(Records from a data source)
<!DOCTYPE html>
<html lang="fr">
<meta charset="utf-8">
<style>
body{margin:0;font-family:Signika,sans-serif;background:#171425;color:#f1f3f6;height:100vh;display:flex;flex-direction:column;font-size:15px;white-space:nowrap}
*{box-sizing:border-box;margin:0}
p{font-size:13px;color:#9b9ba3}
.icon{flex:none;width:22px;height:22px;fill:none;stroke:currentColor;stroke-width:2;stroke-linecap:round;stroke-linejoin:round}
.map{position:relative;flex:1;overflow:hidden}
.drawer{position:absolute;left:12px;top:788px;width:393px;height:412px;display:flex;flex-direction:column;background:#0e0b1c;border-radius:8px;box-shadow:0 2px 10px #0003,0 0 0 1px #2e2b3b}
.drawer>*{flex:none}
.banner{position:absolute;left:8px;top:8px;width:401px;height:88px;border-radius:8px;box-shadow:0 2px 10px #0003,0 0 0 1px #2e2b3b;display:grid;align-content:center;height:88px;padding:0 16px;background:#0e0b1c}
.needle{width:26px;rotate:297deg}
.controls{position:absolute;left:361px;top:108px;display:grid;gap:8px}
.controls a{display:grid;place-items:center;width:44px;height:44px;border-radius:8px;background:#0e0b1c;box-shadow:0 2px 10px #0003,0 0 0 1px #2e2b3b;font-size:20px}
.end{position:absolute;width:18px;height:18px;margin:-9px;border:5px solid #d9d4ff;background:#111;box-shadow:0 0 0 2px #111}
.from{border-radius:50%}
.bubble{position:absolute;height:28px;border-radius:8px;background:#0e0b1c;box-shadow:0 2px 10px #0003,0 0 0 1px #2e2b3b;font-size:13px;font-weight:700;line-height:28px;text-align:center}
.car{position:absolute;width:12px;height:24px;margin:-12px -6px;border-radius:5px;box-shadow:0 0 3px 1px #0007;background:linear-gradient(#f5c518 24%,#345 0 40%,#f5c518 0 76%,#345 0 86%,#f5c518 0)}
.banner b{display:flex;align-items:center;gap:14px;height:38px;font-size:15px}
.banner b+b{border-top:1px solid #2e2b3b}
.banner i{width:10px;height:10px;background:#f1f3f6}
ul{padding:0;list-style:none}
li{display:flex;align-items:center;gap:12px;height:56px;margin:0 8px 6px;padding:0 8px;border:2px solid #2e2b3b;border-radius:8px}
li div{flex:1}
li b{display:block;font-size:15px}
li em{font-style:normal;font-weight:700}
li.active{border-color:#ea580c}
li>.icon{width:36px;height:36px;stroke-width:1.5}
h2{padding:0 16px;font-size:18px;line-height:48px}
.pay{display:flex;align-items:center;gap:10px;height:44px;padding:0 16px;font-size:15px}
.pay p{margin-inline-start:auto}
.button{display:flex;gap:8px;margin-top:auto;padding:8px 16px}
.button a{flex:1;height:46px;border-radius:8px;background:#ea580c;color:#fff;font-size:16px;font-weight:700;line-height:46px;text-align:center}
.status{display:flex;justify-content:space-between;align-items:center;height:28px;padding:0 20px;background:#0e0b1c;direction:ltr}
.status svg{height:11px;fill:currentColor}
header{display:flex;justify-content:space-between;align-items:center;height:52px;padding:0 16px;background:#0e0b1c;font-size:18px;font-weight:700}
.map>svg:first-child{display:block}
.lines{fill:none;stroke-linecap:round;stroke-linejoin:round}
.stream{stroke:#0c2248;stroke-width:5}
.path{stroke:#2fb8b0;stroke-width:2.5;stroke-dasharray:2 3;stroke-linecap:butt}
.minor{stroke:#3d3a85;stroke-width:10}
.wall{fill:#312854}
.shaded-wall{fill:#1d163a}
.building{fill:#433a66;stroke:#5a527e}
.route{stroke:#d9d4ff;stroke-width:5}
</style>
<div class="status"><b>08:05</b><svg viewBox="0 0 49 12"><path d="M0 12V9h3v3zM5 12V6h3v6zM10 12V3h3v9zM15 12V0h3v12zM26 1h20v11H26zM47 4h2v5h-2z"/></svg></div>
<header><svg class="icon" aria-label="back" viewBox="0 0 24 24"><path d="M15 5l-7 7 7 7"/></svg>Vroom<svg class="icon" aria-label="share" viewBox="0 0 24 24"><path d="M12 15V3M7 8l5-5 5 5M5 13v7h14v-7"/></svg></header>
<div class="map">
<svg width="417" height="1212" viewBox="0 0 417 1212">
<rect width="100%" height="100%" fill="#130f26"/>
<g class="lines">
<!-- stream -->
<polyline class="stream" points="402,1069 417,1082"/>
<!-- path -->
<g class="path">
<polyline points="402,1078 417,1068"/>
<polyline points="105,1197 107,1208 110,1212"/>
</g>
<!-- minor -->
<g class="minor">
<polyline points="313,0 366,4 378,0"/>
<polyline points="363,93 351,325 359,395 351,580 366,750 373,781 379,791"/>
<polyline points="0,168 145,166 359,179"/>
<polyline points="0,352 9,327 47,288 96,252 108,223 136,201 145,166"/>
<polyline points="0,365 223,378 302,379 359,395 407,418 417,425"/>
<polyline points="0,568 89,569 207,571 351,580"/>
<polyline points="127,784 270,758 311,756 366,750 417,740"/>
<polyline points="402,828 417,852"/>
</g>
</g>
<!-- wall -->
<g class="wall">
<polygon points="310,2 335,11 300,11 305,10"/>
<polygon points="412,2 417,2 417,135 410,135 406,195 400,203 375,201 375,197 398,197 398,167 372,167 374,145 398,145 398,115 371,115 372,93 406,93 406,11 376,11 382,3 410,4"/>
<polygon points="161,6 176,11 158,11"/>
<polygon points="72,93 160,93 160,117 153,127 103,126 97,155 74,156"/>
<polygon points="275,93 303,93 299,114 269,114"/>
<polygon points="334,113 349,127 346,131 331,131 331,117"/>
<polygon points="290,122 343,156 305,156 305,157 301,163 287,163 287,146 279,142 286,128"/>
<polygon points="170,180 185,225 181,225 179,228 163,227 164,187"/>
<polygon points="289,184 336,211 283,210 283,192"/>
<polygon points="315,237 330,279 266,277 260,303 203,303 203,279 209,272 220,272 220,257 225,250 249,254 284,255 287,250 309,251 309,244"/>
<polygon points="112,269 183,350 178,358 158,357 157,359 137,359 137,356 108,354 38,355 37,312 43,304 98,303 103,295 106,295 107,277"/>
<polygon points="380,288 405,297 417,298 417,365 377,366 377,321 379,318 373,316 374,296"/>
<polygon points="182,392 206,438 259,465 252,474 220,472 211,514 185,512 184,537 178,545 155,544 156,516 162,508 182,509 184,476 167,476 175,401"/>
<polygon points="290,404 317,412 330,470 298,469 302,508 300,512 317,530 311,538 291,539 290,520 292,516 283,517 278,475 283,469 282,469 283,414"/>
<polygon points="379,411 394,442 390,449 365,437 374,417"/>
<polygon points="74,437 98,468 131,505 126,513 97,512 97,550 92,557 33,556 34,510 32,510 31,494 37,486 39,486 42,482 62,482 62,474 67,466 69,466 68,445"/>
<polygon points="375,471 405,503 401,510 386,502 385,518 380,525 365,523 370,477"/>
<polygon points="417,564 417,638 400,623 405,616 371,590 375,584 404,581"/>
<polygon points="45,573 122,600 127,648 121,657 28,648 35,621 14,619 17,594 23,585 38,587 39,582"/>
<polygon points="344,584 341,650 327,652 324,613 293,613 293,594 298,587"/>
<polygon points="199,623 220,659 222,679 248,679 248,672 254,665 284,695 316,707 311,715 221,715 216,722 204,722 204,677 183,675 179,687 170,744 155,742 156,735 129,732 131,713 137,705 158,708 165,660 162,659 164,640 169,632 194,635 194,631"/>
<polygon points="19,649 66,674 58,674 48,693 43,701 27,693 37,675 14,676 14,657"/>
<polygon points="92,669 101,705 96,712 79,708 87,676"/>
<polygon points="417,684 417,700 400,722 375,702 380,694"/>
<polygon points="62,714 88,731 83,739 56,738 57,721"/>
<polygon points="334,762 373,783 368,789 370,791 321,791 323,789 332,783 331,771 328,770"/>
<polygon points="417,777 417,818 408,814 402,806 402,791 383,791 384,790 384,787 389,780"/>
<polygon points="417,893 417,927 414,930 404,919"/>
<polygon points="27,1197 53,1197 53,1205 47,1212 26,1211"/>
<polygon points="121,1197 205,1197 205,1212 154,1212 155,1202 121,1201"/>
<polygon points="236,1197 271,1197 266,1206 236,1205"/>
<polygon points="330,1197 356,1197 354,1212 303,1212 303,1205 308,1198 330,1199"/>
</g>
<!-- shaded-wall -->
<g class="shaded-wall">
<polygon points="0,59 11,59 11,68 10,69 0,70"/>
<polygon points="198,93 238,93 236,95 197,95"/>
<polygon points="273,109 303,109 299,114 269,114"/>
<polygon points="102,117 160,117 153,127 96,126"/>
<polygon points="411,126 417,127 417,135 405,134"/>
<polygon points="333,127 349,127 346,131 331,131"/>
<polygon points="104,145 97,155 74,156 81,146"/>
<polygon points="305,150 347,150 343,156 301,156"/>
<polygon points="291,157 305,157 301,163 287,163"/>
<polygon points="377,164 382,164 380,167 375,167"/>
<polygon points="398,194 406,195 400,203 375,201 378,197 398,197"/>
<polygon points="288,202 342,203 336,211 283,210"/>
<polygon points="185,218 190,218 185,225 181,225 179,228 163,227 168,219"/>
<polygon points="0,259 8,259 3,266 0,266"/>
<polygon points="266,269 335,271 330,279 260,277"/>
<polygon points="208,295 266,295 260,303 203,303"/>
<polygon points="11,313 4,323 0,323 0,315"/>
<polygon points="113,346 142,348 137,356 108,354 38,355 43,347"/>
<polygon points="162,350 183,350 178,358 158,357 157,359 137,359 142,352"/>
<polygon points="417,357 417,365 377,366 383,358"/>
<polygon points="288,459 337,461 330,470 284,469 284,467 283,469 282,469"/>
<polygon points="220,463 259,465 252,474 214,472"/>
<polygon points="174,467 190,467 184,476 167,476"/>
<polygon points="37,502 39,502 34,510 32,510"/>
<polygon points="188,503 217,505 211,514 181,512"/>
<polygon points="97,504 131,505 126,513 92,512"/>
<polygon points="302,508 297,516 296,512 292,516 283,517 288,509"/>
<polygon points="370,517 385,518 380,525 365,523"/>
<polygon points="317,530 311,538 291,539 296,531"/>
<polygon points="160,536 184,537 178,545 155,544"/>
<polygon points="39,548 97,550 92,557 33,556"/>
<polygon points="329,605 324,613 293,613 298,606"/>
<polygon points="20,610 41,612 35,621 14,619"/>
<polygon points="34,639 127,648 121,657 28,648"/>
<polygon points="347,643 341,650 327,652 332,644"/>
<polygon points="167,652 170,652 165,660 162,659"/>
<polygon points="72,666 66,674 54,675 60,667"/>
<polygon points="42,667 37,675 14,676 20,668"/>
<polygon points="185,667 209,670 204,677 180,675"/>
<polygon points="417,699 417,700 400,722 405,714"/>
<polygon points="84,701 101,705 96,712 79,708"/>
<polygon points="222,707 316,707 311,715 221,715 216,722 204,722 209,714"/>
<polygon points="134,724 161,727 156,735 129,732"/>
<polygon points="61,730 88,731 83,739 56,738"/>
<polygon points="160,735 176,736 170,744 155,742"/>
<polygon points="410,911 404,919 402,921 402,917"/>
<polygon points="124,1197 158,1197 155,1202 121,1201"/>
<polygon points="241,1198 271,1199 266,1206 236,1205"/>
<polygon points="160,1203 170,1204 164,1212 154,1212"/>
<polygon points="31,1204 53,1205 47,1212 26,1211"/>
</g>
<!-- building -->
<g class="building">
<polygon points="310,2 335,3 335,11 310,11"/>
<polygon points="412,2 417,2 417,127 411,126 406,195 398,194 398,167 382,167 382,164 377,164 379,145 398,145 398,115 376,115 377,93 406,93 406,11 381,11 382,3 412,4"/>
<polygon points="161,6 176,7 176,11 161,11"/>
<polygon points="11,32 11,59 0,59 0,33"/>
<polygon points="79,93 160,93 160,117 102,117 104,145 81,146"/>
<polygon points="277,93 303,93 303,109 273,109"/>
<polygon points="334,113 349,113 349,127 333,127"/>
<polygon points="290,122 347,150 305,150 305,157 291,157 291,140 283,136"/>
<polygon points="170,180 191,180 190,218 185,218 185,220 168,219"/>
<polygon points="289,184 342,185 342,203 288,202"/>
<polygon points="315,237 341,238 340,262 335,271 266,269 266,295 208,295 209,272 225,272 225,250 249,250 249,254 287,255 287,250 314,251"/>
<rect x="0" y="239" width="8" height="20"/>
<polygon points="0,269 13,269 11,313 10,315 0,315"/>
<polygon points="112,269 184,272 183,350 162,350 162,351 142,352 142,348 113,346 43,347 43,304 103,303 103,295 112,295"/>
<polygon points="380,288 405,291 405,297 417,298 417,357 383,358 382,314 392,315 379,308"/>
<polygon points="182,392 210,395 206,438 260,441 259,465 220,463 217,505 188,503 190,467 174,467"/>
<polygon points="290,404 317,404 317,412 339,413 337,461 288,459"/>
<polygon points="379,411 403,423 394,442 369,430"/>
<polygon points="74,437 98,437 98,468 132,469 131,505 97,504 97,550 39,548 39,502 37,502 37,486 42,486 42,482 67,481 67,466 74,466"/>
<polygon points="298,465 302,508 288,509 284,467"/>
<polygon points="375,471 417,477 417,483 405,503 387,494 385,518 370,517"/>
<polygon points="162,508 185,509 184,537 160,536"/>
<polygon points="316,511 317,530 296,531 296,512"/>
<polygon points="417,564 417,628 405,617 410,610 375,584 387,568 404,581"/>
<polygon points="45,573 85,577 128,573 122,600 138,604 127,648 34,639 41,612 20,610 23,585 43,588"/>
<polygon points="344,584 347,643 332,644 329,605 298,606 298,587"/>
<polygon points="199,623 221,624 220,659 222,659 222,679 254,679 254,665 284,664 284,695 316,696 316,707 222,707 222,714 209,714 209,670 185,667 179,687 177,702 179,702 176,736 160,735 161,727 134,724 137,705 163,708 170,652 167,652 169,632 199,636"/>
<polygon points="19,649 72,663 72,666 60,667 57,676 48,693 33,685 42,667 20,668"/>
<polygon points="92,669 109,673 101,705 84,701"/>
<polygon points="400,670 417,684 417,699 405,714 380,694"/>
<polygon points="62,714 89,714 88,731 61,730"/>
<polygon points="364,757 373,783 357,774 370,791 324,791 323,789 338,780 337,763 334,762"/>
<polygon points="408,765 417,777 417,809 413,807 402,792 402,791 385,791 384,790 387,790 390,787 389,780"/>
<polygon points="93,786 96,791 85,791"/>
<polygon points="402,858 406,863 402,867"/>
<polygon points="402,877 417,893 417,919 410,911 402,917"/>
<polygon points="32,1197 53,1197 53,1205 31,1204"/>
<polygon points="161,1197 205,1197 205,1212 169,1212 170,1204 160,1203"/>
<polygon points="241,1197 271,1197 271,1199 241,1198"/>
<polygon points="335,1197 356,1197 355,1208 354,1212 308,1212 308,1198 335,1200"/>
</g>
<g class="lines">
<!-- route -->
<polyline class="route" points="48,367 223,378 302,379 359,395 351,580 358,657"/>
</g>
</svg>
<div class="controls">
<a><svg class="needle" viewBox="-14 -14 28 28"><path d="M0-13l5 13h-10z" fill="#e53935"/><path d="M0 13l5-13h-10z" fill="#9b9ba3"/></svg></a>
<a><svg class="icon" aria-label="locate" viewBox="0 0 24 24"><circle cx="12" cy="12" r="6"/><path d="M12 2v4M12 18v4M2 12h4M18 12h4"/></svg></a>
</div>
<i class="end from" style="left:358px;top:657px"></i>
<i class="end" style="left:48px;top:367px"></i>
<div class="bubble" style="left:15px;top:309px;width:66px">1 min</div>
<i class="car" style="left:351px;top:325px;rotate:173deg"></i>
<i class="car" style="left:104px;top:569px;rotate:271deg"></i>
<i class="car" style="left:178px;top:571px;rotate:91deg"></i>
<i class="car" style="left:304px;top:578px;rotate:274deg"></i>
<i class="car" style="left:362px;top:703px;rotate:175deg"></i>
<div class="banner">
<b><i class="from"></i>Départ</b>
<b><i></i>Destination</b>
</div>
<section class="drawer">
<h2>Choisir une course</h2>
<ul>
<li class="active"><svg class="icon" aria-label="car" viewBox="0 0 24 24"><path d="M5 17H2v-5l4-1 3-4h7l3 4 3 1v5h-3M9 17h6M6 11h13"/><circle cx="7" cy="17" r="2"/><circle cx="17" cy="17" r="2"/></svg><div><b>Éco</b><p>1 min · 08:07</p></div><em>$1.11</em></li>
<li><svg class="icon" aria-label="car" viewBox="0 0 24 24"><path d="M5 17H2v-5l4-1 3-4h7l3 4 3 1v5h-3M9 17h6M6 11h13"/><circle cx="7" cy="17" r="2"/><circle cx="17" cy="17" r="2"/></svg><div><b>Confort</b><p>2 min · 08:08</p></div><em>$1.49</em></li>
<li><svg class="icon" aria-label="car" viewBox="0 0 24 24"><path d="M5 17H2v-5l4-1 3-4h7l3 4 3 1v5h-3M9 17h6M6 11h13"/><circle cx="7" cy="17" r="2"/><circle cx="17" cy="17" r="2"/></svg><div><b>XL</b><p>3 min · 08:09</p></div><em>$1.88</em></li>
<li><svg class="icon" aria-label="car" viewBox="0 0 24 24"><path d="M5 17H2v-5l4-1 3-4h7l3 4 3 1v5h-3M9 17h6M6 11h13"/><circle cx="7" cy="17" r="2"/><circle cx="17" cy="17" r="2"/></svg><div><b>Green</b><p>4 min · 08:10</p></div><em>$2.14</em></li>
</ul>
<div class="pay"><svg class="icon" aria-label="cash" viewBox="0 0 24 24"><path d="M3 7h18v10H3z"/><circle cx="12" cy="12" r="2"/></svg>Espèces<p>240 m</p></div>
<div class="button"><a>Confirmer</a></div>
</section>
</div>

Task requirements
Output exactly the leading lines of the data, up to and including the line marked by "solid #d9d4ff;background:#111;box-shadow:0 0".

Result for this exercise
<!DOCTYPE html>
<html lang="fr">
<meta charset="utf-8">
<style>
body{margin:0;font-family:Signika,sans-serif;background:#171425;color:#f1f3f6;height:100vh;display:flex;flex-direction:column;font-size:15px;white-space:nowrap}
*{box-sizing:border-box;margin:0}
p{font-size:13px;color:#9b9ba3}
.icon{flex:none;width:22px;height:22px;fill:none;stroke:currentColor;stroke-width:2;stroke-linecap:round;stroke-linejoin:round}
.map{position:relative;flex:1;overflow:hidden}
.drawer{position:absolute;left:12px;top:788px;width:393px;height:412px;display:flex;flex-direction:column;background:#0e0b1c;border-radius:8px;box-shadow:0 2px 10px #0003,0 0 0 1px #2e2b3b}
.drawer>*{flex:none}
.banner{position:absolute;left:8px;top:8px;width:401px;height:88px;border-radius:8px;box-shadow:0 2px 10px #0003,0 0 0 1px #2e2b3b;display:grid;align-content:center;height:88px;padding:0 16px;background:#0e0b1c}
.needle{width:26px;rotate:297deg}
.controls{position:absolute;left:361px;top:108px;display:grid;gap:8px}
.controls a{display:grid;place-items:center;width:44px;height:44px;border-radius:8px;background:#0e0b1c;box-shadow:0 2px 10px #0003,0 0 0 1px #2e2b3b;font-size:20px}
.end{position:absolute;width:18px;height:18px;margin:-9px;border:5px solid #d9d4ff;background:#111;box-shadow:0 0 0 2px #111}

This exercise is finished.